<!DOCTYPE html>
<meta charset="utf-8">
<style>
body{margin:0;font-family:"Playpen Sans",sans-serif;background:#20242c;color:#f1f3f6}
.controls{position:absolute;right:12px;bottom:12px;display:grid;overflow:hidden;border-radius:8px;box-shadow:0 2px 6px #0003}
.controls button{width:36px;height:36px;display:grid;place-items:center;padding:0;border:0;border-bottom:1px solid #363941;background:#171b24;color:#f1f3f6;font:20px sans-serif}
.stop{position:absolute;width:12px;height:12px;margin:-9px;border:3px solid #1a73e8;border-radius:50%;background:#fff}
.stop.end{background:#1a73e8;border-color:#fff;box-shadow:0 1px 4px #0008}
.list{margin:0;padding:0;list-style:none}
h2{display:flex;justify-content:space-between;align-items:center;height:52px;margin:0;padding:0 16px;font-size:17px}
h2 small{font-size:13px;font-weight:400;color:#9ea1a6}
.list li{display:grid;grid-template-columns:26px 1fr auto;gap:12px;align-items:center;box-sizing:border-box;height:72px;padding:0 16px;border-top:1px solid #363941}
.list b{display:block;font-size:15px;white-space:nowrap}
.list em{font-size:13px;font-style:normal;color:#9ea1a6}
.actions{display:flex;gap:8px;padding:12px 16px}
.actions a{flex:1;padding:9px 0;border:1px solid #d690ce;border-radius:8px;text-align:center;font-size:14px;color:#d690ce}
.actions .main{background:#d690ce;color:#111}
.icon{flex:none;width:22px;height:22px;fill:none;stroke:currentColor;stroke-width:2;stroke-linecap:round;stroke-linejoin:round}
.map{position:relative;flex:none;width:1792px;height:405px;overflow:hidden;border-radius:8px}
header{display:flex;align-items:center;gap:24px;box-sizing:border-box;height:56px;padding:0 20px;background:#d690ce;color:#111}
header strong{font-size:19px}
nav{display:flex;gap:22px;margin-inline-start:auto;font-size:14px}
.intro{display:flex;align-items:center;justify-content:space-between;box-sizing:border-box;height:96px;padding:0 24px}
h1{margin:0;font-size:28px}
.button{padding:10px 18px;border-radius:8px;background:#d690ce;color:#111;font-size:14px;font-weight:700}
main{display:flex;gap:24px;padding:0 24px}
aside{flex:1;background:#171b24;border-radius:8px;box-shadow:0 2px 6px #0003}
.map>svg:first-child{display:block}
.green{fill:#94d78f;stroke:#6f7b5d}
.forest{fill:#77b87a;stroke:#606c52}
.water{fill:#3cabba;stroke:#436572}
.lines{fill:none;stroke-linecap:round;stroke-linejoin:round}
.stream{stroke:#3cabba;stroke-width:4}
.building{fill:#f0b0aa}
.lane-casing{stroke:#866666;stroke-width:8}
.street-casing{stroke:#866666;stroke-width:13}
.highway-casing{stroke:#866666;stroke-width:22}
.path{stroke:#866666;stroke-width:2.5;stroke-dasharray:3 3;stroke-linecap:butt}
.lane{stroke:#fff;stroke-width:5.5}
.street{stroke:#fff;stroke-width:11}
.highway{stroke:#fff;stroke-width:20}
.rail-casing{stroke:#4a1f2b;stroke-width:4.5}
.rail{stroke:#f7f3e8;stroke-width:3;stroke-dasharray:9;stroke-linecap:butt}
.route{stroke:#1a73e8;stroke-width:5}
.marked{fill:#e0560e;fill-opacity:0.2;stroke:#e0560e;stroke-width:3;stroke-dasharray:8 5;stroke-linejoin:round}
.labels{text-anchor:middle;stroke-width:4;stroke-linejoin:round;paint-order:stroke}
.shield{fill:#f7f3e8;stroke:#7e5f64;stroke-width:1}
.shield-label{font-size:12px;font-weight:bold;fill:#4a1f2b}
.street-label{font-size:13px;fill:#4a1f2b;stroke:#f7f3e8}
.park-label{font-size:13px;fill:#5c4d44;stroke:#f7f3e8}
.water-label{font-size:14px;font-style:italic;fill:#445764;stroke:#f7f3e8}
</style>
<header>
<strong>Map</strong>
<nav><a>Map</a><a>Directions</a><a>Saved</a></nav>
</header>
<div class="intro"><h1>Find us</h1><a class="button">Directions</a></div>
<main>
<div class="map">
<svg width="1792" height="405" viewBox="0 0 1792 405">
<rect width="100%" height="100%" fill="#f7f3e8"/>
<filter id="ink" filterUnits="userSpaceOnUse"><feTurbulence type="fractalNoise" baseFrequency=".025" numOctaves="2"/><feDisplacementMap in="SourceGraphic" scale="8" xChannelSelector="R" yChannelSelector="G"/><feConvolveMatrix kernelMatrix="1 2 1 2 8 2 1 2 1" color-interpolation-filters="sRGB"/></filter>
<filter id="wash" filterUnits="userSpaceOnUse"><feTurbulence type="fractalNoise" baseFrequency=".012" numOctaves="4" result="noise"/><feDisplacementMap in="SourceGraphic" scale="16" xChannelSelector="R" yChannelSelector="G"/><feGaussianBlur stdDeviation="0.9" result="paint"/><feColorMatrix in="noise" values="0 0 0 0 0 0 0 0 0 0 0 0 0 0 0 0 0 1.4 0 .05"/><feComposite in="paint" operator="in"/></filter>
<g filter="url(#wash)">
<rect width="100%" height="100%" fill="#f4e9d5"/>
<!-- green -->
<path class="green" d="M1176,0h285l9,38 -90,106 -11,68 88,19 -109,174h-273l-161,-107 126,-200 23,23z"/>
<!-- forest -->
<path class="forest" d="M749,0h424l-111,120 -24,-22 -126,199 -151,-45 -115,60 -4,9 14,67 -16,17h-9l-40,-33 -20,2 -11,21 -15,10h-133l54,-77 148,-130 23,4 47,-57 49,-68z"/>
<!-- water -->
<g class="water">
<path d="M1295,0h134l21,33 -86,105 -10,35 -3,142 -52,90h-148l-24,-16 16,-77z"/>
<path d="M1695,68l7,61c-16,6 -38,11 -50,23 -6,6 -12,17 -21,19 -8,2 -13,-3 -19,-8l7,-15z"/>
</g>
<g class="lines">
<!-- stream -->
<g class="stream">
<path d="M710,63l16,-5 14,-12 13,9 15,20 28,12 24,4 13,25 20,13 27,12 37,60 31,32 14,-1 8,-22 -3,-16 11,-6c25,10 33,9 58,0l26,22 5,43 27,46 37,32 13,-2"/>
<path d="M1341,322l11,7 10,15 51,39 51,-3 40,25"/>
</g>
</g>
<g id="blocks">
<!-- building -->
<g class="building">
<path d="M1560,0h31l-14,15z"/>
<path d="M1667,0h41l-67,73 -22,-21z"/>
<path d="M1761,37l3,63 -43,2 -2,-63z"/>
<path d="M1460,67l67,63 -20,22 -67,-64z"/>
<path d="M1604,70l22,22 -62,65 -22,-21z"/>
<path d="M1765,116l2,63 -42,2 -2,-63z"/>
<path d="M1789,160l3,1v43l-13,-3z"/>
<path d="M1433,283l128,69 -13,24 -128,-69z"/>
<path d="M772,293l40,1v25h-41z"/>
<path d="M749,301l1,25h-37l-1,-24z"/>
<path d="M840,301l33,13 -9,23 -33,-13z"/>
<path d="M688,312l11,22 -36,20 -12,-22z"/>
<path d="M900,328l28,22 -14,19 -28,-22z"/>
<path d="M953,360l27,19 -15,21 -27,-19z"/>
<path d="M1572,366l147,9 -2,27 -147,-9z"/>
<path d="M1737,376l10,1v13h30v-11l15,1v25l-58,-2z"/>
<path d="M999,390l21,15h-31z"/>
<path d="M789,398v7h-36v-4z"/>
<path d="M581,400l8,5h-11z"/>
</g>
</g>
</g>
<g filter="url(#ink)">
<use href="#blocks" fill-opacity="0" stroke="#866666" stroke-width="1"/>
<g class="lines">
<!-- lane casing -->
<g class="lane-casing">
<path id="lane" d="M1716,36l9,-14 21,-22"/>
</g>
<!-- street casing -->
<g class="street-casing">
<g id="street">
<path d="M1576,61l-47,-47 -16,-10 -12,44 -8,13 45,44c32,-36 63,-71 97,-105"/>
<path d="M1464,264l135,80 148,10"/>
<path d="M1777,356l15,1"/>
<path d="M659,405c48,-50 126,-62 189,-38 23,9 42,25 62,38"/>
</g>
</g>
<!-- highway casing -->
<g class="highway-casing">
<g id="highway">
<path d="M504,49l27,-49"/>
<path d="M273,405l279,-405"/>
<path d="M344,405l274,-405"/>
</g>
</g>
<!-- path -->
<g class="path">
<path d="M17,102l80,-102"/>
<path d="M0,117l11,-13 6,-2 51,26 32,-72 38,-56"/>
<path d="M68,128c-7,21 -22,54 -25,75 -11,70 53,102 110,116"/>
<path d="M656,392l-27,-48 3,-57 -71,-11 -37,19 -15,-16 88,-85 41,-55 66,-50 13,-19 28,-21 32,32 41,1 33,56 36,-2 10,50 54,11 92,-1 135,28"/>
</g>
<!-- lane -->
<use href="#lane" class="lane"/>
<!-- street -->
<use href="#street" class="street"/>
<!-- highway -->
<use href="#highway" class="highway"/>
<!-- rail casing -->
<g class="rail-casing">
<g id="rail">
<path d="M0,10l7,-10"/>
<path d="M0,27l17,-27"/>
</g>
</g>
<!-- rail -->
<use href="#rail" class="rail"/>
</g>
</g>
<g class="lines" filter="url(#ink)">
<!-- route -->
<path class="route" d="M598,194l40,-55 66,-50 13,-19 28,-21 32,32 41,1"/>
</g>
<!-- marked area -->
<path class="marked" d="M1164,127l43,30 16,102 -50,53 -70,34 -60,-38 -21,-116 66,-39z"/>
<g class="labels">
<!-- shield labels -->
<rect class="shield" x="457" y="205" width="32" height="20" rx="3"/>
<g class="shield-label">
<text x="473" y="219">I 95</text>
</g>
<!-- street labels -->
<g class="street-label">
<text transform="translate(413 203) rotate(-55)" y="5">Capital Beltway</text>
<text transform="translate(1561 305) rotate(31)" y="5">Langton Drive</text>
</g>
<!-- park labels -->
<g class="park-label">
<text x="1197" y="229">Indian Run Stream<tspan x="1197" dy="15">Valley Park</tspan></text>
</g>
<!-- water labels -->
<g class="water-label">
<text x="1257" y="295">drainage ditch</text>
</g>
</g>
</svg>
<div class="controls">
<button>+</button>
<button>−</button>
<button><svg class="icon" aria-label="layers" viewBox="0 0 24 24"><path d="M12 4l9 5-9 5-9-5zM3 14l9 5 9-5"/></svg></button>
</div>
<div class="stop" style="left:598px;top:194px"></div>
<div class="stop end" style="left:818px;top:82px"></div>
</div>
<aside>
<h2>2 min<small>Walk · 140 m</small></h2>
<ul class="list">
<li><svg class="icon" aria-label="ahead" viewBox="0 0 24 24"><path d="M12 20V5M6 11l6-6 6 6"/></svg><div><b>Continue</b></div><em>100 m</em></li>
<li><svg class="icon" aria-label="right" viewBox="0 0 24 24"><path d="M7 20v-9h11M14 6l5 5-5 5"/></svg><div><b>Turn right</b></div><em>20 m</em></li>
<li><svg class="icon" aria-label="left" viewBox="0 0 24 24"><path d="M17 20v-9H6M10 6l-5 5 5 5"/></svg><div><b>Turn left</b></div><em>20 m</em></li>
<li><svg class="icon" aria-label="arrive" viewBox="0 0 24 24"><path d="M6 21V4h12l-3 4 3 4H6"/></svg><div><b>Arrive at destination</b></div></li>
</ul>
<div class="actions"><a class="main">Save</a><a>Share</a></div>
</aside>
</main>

--

## What the exercise asks
Show all lines in the entries above where the string "list" appears.

## Solved exercise
.list{margin:0;padding:0;list-style:none}
.list li{display:grid;grid-template-columns:26px 1fr auto;gap:12px;align-items:center;box-sizing:border-box;height:72px;padding:0 16px;border-top:1px solid #363941}
.list b{display:block;font-size:15px;white-space:nowrap}
.list em{font-size:13px;font-style:normal;color:#9ea1a6}
<ul class="list">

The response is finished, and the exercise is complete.